MER body parts MER body parts
The Mars Exploration Rovers are robot field geologists that were designed with parts to substitute for the organs all living creatures would need to stay "alive" and able to explore, as well as some super-human powers. The rovers were designed with a body that protects its "vital organs;" brains to process information; temperature controls, including internal heaters, a layer of insulation, and more; a "neck and head" formed from a mast for the panoramic camera for a human-scale view; eyes and other "senses," such as cameras and instruments that give the rovers information about their environment; an arm to extend its reach; wheels and "legs," necessary parts for mobility; and energy sources in the form of batteries and solar panels; and antennas for "speaking" and "listening."
Credit: NASA / JPL-Caltech

Despite the rover ’s ailments, from the "arthritic" shoulder joint down to a bit of "paralysis" in her neurological system to a steering loss on her right front wheel, Opportunity's "lithium ion batteries still retaining a good state of charge," said Callas, and "generally she's in good health sleeping well at night and her cholesterol levels are great."

For now, the rover’s future, all things considered, looks exceptionally bright.

Up on the Red Planet, the Martian summer is turning to fall and another brutal winter will follow.

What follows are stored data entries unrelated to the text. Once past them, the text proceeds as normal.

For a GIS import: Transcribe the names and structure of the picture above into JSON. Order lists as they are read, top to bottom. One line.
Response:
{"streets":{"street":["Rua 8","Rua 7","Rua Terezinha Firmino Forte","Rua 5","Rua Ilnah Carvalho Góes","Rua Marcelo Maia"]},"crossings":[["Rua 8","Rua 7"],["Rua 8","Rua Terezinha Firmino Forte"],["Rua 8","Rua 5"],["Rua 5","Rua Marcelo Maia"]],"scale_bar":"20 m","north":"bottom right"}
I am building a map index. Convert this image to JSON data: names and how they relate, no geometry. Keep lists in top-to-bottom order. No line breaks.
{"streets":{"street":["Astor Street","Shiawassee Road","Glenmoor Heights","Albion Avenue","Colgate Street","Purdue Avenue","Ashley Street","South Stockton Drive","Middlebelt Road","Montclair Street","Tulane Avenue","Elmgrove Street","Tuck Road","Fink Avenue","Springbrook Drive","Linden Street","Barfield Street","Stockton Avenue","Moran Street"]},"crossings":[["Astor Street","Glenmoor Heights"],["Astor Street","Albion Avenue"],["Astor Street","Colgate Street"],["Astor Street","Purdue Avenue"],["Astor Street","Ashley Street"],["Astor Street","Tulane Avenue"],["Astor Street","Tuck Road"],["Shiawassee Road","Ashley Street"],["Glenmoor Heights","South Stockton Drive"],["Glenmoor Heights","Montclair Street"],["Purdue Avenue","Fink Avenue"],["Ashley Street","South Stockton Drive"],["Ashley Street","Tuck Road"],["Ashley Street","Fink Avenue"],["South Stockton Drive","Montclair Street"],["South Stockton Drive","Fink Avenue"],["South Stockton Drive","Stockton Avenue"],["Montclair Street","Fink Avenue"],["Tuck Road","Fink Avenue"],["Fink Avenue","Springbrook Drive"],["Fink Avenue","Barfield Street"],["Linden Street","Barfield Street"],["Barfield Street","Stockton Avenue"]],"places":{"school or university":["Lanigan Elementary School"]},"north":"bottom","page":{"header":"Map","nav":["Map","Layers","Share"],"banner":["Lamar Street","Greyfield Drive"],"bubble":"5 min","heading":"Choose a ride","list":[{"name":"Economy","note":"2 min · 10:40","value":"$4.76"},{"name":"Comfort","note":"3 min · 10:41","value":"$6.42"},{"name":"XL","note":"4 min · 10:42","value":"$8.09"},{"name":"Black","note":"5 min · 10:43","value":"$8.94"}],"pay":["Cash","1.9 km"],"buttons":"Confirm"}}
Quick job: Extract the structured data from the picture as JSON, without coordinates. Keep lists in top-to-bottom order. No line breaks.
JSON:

While the current amount of dust on Opportunity's solar arrays and in the skies overhead appear to be "trending up a little over past years,” the rover "should have enough energy to ride out the winter and beyond,” according to Callas.

“We've gotten to Endeavour and to the point where we can make new discoveries, so now we're in the business of making those discoveries,” Callas told the MER Update. “It really is like this is Sol 1 again for Opportunity.”

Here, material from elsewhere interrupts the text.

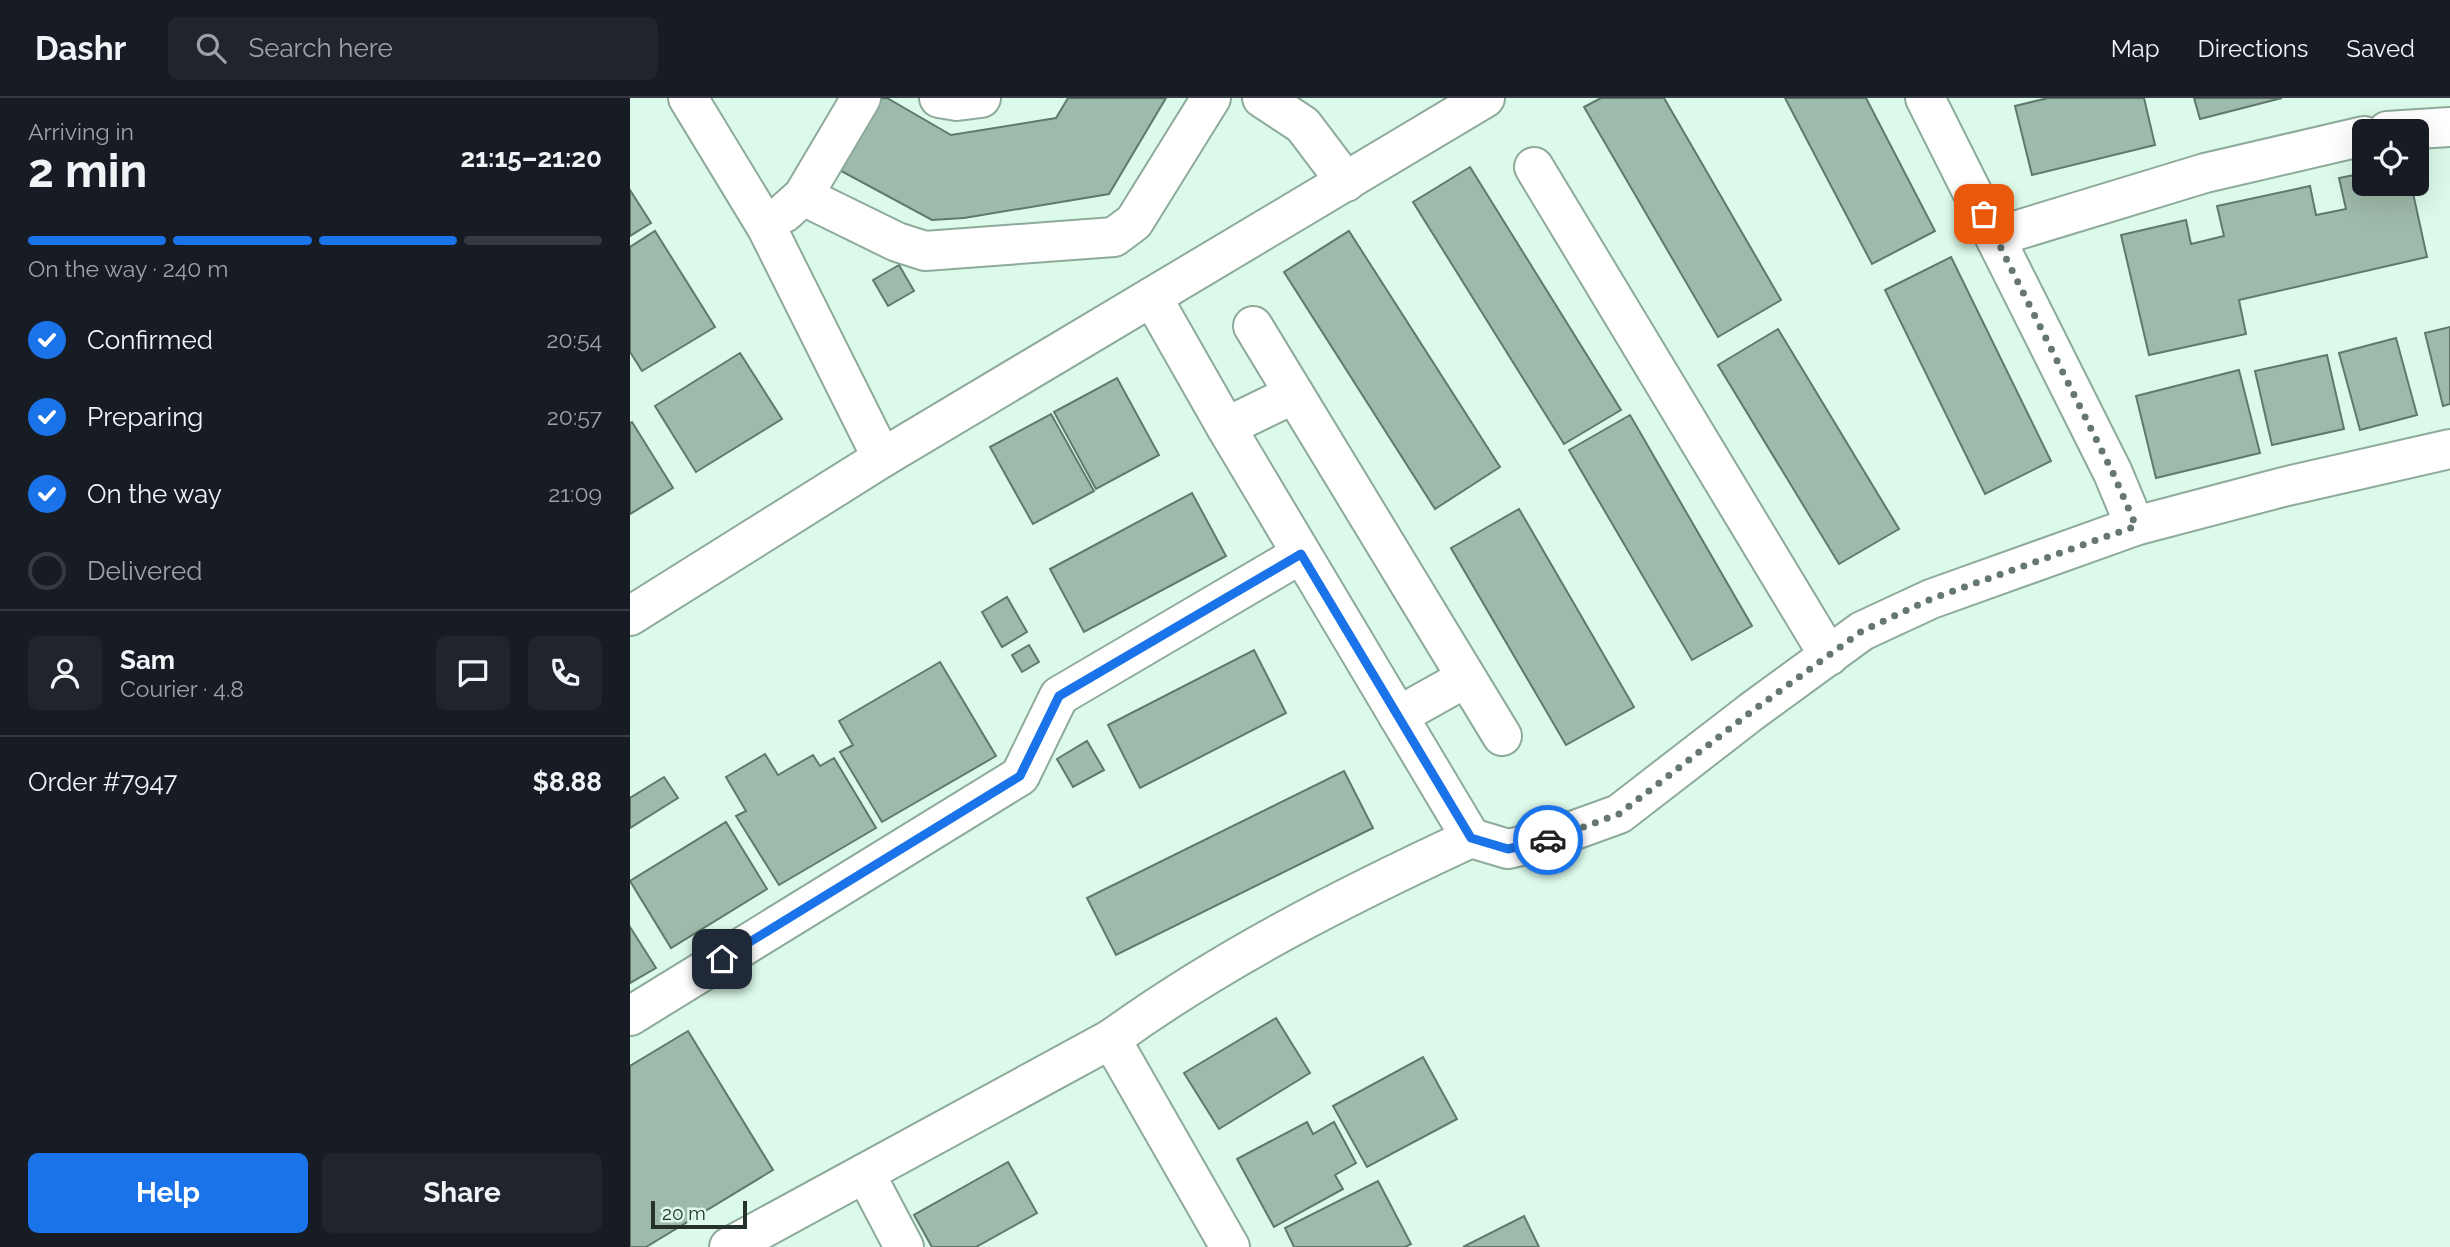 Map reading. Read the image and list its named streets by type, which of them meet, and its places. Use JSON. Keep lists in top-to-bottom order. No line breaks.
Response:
{"scale_bar":"20 m","page":{"header":"Dashr","search":"Search here","nav":["Map","Directions","Saved"],"heading":["2 min","Arriving in","21:15–21:20"],"panel":["Sam","Courier · 4.8","Order #7947","$8.88"],"bar":"On the way · 240 m","list":[["Confirmed","20:54"],["Preparing","20:57"],["On the way","21:09"],"Delivered"],"buttons":["Help","Share"],"scale":"20 m"}}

Opportunity is ready, willing, though her own handlers can't help but marvel, still very much able. “It's amazing,” noted Bill Nelson, chief of the rover engineering team. "With all the things this vehicle has done, she’s really had so few problems."

The newfound excitement can be heard in the voices of engineers and scientists alike as Opportunity cruises into a September that odds are will be one to remember. "We expected to find the unexpected," said Squyres. "It sounds a little silly, but you have to expect to find unexpected things when you go some place totally new. If you sat me down a month ago, and asked me to predict, and asked if we would find breccia, I would I have said, 'Yeah, probably.' Lots of zinc? Absolutely not. We've got some puzzles to figure out here."

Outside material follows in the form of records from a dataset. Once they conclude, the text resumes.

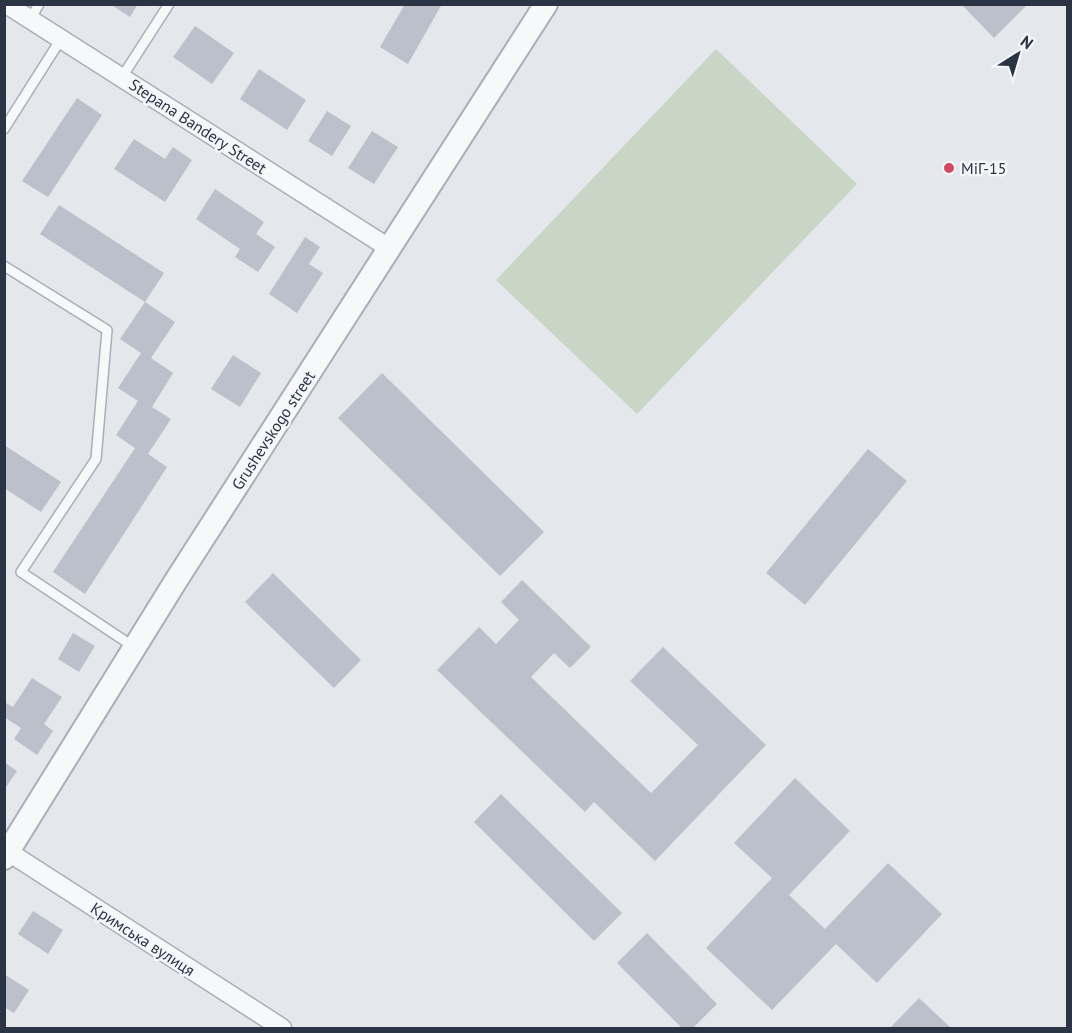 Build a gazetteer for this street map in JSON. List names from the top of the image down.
{
  "streets": {
    "street": ["Stepana Bandery Street", "Grushevskogo street", "Кримська вулиця"]
  },
  "crossings": [
    ["Stepana Bandery Street", "Grushevskogo street"],
    ["Grushevskogo street", "Кримська вулиця"]
  ],
  "places": ["МіГ-15"],
  "north": "top right"
}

Opportunity From Meridiani Planum

As August dawned at Meridiani Planum, Opportunity had less than 325 meters to go to get to Spirit Point, the area of first landfall at the southern tip of Cape York, located along the rim of Endeavour crater.  The skies overhead were still typically hazy, but the rover was maintaining power levels above 375 watt-hours, plenty enough to do the driving she needed to do to complete the rover trek of a lifetime.

Opportunity route map 090111 Opportunity route map
Eduardo Tesheiner created this Opportunity route map from images taken by cameras onboard the Mars Reconnaissance Orbiter. It shows the rover's travel to its Sol 2703 (Sep. 1, 2011).The rover officially reached the rim of Endeavour Crater on Aug. 9, 2011.Credit: NASA / JPL-Caltech / UA / MSSS / E.Tesheiner

Opportunity eased into August on Sol 2673 (August 1, 2011), taking care of routine engineering and science business, and using her autonomous AEGIS software to look for interesting outcrops.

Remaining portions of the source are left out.